A verbatim copy of each record is required.

**Collected data entries:**
+ + + + + + +

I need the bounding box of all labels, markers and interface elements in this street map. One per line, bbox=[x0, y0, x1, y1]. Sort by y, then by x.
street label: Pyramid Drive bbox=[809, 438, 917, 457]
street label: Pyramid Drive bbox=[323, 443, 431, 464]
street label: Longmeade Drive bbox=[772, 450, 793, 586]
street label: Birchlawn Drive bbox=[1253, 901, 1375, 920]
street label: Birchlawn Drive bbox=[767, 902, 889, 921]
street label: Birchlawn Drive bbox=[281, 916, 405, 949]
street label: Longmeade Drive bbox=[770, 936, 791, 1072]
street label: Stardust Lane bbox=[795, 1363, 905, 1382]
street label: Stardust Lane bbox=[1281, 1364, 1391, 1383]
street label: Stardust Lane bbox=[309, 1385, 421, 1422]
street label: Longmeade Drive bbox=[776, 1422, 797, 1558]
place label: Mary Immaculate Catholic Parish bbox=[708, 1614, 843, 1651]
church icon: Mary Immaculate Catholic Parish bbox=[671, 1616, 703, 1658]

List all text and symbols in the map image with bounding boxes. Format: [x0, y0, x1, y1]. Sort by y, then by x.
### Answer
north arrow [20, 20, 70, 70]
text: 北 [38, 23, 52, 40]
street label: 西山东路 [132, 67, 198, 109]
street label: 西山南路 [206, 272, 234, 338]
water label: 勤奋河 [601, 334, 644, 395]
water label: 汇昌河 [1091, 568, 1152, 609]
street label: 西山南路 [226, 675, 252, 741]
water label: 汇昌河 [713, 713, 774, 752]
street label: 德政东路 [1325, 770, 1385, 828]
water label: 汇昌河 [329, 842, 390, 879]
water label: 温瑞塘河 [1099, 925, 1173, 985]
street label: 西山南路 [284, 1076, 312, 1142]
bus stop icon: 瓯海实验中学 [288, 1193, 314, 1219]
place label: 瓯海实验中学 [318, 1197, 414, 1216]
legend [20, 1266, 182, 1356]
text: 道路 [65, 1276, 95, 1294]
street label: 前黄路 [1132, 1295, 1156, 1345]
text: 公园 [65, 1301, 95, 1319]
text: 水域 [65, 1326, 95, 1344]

+ + + + + + +

**Task answer:**
I need the bounding box of all labels, markers and interface elements in this street map. One per line, bbox=[x0, y0, x1, y1]. Sort by y, then by x.
street label: Pyramid Drive bbox=[809, 438, 917, 457]
street label: Pyramid Drive bbox=[323, 443, 431, 464]
street label: Longmeade Drive bbox=[772, 450, 793, 586]
street label: Birchlawn Drive bbox=[1253, 901, 1375, 920]
street label: Birchlawn Drive bbox=[767, 902, 889, 921]
street label: Birchlawn Drive bbox=[281, 916, 405, 949]
street label: Longmeade Drive bbox=[770, 936, 791, 1072]
street label: Stardust Lane bbox=[795, 1363, 905, 1382]
street label: Stardust Lane bbox=[1281, 1364, 1391, 1383]
street label: Stardust Lane bbox=[309, 1385, 421, 1422]
street label: Longmeade Drive bbox=[776, 1422, 797, 1558]
place label: Mary Immaculate Catholic Parish bbox=[708, 1614, 843, 1651]
church icon: Mary Immaculate Catholic Parish bbox=[671, 1616, 703, 1658]

List all text and symbols in the map image with bounding boxes. Format: [x0, y0, x1, y1]. Sort by y, then by x.
### Answer
north arrow [20, 20, 70, 70]
text: 北 [38, 23, 52, 40]
street label: 西山东路 [132, 67, 198, 109]
street label: 西山南路 [206, 272, 234, 338]
water label: 勤奋河 [601, 334, 644, 395]
water label: 汇昌河 [1091, 568, 1152, 609]
street label: 西山南路 [226, 675, 252, 741]
water label: 汇昌河 [713, 713, 774, 752]
street label: 德政东路 [1325, 770, 1385, 828]
water label: 汇昌河 [329, 842, 390, 879]
water label: 温瑞塘河 [1099, 925, 1173, 985]
street label: 西山南路 [284, 1076, 312, 1142]
bus stop icon: 瓯海实验中学 [288, 1193, 314, 1219]
place label: 瓯海实验中学 [318, 1197, 414, 1216]
legend [20, 1266, 182, 1356]
text: 道路 [65, 1276, 95, 1294]
street label: 前黄路 [1132, 1295, 1156, 1345]
text: 公园 [65, 1301, 95, 1319]
text: 水域 [65, 1326, 95, 1344]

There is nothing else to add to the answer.